About this task: Copy exactly the last part of the entries, starting from the line with "17H2v-5l4-1 3-4h7l3 4" and including the final line.

Stored data
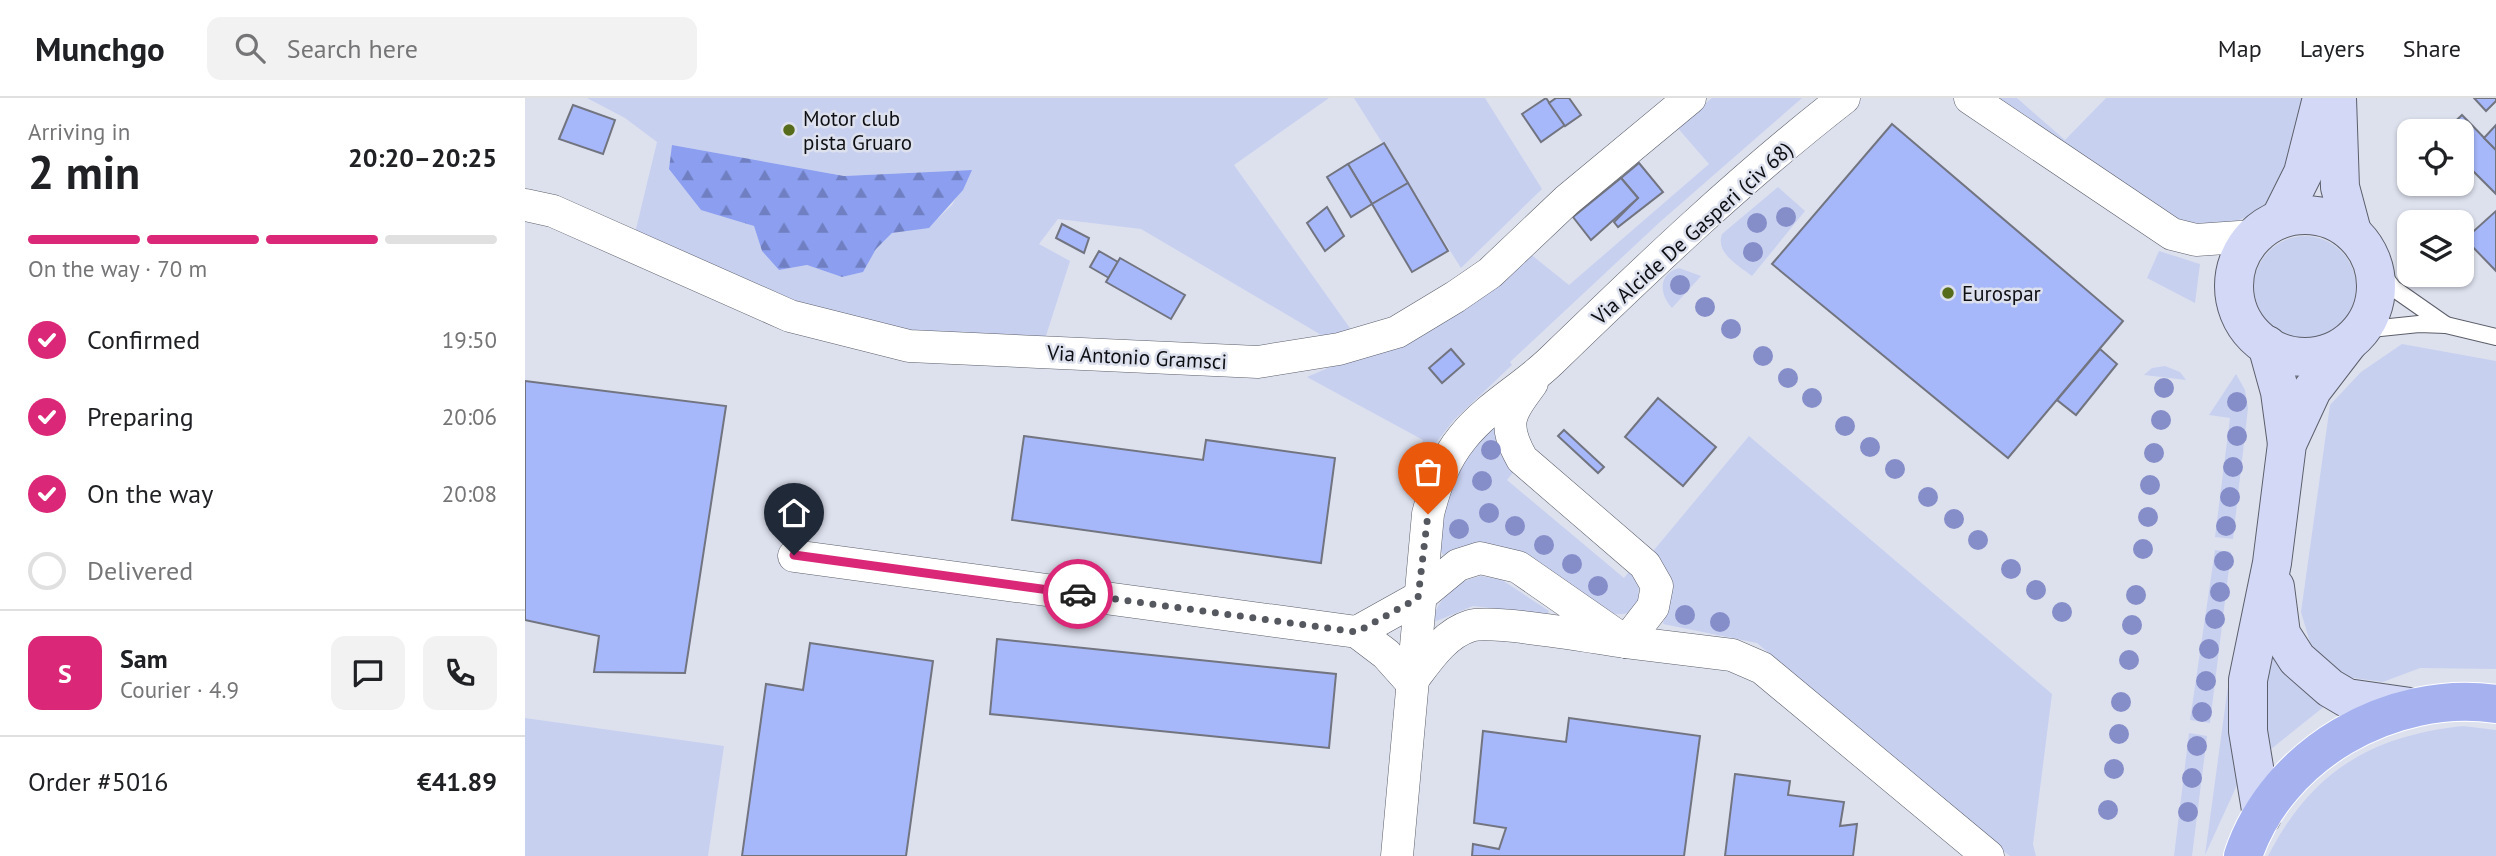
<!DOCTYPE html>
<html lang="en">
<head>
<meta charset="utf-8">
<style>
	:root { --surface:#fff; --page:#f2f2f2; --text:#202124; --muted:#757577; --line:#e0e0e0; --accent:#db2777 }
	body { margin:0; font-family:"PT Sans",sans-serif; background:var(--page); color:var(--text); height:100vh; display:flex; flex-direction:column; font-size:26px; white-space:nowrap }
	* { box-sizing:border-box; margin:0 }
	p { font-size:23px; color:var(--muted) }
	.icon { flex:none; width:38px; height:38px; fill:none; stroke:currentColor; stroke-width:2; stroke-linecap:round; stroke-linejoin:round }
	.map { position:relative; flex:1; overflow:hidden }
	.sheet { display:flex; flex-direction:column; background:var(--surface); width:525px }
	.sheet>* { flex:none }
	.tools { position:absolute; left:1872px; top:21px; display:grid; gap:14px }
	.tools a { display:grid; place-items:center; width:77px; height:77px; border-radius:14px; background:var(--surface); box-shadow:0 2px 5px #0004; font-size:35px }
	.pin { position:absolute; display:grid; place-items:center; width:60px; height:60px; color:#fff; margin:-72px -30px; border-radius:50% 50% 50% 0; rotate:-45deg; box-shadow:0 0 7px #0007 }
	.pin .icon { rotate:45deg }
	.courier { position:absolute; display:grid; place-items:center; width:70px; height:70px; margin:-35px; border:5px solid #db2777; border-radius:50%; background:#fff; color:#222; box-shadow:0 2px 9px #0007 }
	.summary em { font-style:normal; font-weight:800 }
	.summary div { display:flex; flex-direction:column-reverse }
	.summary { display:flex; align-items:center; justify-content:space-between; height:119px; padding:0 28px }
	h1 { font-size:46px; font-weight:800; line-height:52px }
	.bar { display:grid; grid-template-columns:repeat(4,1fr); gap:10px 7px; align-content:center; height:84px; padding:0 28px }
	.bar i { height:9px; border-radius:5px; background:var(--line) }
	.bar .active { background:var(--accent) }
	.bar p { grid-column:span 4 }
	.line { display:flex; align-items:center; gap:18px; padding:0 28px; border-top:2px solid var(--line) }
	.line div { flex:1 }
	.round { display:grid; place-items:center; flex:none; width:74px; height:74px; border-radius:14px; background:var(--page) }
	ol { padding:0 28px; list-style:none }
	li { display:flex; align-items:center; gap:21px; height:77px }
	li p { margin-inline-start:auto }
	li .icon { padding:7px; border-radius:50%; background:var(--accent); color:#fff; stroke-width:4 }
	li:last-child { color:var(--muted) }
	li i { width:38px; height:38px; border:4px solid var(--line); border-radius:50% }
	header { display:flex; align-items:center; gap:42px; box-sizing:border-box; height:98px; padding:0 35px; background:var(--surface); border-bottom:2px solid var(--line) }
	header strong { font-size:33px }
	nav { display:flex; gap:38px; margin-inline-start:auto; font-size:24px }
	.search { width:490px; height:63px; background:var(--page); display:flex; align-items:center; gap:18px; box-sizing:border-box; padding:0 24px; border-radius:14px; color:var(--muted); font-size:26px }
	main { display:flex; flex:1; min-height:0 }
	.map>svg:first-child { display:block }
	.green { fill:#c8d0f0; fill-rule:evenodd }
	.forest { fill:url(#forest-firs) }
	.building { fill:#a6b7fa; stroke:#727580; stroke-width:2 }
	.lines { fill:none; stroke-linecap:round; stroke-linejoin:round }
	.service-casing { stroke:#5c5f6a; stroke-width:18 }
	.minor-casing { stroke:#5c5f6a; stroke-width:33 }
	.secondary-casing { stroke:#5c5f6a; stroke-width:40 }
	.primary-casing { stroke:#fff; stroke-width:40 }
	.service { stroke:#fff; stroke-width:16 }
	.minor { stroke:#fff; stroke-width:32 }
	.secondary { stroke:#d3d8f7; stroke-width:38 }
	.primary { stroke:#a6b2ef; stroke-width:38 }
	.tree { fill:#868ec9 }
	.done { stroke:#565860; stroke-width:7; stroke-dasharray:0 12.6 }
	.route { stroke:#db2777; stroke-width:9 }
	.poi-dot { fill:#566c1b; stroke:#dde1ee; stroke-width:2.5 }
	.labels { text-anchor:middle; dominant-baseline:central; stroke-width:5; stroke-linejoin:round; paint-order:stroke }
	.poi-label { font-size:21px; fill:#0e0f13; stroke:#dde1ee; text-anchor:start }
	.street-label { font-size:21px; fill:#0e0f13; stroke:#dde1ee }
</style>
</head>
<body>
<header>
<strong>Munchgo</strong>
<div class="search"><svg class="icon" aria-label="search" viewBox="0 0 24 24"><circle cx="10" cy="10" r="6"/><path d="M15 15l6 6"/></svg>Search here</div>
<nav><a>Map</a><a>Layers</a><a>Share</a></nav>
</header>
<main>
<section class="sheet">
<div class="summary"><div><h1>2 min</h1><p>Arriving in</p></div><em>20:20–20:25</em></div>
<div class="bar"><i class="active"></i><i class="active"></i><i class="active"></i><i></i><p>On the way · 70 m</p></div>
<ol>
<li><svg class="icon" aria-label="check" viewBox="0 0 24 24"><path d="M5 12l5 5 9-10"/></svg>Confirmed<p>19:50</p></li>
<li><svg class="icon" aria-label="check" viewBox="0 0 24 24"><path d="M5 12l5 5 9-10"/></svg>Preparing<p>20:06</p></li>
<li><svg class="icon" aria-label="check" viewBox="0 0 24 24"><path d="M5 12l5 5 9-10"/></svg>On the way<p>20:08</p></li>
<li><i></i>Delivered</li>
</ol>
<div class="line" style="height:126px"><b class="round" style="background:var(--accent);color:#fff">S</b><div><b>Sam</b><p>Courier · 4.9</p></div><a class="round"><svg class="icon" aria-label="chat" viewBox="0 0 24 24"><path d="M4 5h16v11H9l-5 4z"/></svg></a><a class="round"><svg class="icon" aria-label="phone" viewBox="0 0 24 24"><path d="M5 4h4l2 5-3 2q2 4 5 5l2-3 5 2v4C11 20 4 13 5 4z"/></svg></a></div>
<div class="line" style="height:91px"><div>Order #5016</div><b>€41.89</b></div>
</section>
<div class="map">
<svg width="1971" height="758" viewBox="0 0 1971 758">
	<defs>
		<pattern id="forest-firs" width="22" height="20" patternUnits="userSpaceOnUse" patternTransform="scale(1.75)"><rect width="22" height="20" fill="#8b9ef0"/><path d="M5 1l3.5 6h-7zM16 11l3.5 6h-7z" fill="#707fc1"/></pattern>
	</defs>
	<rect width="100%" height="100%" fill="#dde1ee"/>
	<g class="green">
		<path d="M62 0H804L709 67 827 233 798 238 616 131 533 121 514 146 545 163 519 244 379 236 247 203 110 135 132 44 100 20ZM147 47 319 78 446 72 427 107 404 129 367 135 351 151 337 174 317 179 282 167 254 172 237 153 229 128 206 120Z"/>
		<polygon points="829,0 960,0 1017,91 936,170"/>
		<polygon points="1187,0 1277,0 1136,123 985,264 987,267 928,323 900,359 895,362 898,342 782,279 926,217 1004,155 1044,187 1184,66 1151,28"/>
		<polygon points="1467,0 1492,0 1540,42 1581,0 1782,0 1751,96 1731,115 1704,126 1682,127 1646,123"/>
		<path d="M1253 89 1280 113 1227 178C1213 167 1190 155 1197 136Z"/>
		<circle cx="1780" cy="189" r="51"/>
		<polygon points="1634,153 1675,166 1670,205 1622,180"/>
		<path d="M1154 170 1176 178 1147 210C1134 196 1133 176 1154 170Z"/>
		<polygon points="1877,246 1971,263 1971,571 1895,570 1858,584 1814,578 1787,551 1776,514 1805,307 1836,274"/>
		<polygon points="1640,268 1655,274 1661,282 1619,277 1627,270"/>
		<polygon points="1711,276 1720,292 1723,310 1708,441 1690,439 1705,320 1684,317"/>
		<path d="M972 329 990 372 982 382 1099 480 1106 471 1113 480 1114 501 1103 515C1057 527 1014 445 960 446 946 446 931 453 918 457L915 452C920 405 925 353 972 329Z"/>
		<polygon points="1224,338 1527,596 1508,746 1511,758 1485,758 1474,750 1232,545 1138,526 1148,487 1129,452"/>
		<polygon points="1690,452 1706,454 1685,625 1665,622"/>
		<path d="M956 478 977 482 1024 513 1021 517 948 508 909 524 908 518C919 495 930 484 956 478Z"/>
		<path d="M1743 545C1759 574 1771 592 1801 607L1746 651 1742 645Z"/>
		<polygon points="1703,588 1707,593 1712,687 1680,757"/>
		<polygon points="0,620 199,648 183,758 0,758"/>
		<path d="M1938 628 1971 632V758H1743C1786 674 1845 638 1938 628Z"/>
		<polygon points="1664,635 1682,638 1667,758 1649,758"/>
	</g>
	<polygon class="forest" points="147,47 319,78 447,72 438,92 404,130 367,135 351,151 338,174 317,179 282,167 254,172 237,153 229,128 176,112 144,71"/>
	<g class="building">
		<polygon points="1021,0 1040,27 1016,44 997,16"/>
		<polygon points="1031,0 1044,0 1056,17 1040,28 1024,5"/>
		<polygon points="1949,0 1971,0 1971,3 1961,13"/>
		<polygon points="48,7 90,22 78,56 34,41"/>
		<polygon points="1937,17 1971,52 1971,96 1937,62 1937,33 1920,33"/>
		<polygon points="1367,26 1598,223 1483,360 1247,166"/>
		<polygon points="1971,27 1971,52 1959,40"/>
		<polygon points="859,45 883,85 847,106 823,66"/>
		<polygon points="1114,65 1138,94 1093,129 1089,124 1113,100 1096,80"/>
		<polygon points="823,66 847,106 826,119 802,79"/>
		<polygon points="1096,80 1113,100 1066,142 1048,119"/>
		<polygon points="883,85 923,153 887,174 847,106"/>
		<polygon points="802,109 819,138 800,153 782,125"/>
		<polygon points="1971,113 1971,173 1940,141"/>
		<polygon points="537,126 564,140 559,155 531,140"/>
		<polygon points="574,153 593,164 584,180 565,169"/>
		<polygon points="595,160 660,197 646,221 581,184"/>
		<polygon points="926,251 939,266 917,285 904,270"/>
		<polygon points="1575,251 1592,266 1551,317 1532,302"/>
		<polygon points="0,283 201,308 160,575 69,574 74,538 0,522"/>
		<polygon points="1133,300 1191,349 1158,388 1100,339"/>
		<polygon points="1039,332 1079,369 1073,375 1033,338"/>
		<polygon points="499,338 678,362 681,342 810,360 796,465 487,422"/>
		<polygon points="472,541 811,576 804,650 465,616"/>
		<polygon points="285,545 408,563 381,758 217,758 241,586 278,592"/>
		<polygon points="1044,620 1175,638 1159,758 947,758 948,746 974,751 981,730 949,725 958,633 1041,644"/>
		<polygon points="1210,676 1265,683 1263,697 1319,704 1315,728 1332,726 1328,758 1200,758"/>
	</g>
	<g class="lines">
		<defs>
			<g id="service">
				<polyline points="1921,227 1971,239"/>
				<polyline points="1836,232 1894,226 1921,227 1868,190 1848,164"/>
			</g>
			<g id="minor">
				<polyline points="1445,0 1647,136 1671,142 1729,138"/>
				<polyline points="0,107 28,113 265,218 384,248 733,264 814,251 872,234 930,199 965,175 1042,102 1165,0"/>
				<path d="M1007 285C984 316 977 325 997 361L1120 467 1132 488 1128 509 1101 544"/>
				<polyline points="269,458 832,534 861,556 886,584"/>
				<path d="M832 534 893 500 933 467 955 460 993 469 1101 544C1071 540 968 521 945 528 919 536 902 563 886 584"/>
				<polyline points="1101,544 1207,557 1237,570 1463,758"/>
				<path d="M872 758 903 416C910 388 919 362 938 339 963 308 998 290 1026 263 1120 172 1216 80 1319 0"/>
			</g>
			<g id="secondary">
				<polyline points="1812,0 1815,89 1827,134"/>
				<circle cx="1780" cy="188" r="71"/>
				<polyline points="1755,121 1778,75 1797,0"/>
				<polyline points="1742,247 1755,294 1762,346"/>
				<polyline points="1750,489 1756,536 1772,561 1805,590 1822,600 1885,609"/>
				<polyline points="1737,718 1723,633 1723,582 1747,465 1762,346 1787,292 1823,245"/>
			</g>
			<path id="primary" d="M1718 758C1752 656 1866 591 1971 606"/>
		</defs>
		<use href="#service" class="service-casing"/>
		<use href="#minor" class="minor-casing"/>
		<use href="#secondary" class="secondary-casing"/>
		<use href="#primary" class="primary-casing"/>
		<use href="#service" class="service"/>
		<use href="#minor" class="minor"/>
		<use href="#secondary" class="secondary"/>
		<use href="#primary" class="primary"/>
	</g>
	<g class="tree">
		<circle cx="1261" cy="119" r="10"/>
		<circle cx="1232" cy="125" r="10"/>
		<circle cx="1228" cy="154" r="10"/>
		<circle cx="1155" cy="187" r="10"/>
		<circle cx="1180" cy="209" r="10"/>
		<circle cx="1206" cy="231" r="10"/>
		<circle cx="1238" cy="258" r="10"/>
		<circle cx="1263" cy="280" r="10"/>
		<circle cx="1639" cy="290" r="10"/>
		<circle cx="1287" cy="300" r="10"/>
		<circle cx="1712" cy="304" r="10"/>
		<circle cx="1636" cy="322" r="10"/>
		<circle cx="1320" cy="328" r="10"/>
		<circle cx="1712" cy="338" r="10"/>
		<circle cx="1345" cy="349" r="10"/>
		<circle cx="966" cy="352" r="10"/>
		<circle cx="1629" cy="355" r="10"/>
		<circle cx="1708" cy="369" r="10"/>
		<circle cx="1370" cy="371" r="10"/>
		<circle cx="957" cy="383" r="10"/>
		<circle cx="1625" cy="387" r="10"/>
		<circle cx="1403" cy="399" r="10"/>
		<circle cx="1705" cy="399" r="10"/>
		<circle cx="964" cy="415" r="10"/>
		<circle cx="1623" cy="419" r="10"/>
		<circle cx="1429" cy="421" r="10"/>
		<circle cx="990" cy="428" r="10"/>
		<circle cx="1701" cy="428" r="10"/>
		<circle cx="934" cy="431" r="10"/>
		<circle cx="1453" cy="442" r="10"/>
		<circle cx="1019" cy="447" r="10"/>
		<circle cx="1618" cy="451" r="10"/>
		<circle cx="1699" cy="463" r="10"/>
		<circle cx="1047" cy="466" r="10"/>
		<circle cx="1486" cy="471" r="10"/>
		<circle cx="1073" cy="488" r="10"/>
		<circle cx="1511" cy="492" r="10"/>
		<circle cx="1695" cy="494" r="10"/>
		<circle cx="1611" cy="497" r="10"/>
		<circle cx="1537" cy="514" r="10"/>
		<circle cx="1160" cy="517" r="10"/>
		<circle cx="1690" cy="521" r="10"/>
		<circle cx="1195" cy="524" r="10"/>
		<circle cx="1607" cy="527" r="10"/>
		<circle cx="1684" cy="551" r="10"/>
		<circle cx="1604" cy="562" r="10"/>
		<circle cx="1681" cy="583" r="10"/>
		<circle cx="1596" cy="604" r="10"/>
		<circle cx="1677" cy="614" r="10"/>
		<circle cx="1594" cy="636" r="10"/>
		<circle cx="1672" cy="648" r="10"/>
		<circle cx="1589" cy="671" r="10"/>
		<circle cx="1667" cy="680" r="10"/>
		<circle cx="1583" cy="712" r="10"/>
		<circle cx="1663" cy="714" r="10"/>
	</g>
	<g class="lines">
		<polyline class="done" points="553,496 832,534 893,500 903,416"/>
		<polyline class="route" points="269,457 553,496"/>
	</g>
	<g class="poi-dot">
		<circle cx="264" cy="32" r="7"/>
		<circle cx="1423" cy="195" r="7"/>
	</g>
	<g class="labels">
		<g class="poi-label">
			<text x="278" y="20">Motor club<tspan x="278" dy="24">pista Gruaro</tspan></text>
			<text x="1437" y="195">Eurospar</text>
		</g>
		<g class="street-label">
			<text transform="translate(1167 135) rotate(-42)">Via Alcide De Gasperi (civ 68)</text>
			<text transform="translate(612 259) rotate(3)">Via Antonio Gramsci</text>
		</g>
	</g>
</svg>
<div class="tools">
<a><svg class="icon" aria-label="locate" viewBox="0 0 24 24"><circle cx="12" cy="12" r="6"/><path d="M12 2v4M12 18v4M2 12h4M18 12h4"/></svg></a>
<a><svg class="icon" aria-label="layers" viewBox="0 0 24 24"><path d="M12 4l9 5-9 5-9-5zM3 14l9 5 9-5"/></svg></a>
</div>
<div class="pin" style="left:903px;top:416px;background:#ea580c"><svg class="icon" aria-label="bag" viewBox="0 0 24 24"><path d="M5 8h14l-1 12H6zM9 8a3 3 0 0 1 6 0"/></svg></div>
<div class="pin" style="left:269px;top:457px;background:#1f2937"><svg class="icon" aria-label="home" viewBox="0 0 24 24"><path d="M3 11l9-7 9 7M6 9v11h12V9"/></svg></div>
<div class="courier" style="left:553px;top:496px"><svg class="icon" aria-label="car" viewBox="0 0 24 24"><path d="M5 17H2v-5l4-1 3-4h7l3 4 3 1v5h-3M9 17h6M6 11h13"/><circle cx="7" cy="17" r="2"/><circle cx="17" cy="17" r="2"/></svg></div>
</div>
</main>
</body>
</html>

Answer for the task:
<div class="courier" style="left:553px;top:496px"><svg class="icon" aria-label="car" viewBox="0 0 24 24"><path d="M5 17H2v-5l4-1 3-4h7l3 4 3 1v5h-3M9 17h6M6 11h13"/><circle cx="7" cy="17" r="2"/><circle cx="17" cy="17" r="2"/></svg></div>
</div>
</main>
</body>
</html>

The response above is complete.